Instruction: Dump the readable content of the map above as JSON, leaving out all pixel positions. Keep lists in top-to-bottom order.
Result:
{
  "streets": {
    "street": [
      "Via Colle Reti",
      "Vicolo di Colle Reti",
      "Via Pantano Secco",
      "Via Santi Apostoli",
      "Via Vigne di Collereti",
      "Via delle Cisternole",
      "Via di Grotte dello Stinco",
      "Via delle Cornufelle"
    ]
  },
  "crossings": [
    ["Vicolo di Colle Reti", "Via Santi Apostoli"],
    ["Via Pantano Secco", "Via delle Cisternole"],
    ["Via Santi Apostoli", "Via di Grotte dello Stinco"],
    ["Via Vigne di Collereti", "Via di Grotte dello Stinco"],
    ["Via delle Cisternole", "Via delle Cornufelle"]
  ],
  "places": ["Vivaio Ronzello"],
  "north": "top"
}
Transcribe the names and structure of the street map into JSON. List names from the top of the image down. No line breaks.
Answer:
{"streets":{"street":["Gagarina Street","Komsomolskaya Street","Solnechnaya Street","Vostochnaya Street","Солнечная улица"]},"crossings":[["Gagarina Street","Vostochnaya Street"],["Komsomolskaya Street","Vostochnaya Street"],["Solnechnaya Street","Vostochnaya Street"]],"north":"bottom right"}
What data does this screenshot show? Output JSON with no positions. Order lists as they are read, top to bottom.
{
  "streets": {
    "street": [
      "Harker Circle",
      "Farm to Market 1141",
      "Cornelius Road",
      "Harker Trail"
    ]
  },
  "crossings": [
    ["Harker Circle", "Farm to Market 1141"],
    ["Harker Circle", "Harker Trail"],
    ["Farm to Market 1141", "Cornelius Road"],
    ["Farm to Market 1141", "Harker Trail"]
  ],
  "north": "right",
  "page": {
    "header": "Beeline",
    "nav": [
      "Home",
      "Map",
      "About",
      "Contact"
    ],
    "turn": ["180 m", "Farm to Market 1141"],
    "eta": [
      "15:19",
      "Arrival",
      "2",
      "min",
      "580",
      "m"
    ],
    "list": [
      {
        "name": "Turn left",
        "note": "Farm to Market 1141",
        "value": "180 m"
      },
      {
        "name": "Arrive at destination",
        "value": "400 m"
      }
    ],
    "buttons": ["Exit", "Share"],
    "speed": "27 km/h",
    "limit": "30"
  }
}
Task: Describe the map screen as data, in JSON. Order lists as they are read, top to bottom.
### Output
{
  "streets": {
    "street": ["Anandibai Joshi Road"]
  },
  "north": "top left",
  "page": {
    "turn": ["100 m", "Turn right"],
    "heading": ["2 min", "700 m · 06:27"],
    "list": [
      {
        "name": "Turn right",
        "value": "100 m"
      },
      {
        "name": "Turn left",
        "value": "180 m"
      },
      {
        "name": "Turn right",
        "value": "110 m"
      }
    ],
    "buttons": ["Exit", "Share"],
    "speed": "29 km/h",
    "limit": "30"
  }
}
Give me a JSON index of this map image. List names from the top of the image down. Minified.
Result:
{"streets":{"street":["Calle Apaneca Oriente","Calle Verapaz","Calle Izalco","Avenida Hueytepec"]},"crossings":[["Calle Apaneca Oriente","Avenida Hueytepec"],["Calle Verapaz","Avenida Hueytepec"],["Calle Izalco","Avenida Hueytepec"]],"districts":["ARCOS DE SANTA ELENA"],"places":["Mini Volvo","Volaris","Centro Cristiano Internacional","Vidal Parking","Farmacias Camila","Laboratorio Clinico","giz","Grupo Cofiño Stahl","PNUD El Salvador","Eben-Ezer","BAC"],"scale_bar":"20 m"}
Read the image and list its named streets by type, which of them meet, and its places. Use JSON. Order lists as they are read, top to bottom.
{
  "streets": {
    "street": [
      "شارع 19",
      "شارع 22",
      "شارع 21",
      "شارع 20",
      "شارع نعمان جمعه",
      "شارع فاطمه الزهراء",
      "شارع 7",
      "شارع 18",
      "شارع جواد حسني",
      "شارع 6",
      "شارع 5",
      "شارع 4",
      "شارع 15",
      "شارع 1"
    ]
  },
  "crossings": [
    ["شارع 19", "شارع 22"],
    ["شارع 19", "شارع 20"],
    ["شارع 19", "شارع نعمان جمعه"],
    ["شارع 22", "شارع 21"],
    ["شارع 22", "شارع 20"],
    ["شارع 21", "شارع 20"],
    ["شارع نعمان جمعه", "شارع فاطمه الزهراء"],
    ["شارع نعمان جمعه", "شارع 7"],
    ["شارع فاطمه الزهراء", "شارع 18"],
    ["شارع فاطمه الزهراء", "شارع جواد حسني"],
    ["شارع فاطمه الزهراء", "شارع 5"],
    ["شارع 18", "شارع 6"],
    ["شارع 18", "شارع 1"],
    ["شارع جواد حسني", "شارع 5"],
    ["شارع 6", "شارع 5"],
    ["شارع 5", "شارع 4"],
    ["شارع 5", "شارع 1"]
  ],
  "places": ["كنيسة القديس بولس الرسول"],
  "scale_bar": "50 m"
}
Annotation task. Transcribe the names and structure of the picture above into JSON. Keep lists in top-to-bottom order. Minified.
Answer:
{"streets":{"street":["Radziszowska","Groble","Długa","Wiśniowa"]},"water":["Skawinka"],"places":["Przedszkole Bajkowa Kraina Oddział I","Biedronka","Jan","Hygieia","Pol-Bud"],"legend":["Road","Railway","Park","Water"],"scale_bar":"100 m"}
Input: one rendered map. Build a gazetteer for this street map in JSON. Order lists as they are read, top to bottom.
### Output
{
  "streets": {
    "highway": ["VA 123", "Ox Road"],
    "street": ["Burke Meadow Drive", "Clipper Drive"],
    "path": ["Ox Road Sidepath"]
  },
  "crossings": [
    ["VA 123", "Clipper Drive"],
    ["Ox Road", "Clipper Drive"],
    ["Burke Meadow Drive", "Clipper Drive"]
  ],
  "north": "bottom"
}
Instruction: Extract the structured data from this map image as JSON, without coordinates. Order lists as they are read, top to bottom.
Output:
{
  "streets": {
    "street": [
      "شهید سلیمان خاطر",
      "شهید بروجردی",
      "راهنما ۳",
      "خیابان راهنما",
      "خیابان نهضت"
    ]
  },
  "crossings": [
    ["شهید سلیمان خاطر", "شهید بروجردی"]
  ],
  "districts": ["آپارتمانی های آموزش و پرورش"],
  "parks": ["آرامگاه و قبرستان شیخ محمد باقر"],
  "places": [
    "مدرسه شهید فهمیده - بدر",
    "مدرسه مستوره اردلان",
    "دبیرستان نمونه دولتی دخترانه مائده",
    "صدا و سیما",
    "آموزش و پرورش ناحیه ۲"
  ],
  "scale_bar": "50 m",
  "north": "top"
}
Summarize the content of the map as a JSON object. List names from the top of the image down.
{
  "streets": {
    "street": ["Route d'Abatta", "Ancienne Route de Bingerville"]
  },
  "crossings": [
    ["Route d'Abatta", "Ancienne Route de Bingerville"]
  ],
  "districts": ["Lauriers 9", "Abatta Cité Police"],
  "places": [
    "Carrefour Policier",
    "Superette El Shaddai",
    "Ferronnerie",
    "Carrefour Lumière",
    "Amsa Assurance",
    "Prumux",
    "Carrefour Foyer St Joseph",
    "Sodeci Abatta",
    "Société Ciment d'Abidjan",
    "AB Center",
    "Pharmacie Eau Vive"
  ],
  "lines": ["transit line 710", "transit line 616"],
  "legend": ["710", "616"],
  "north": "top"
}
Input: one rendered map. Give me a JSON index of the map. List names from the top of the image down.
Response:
____________________
Respond with the number of lines in the entries that include the string "Give", and nothing besides.

#### EXERCISE OUTPUT:
2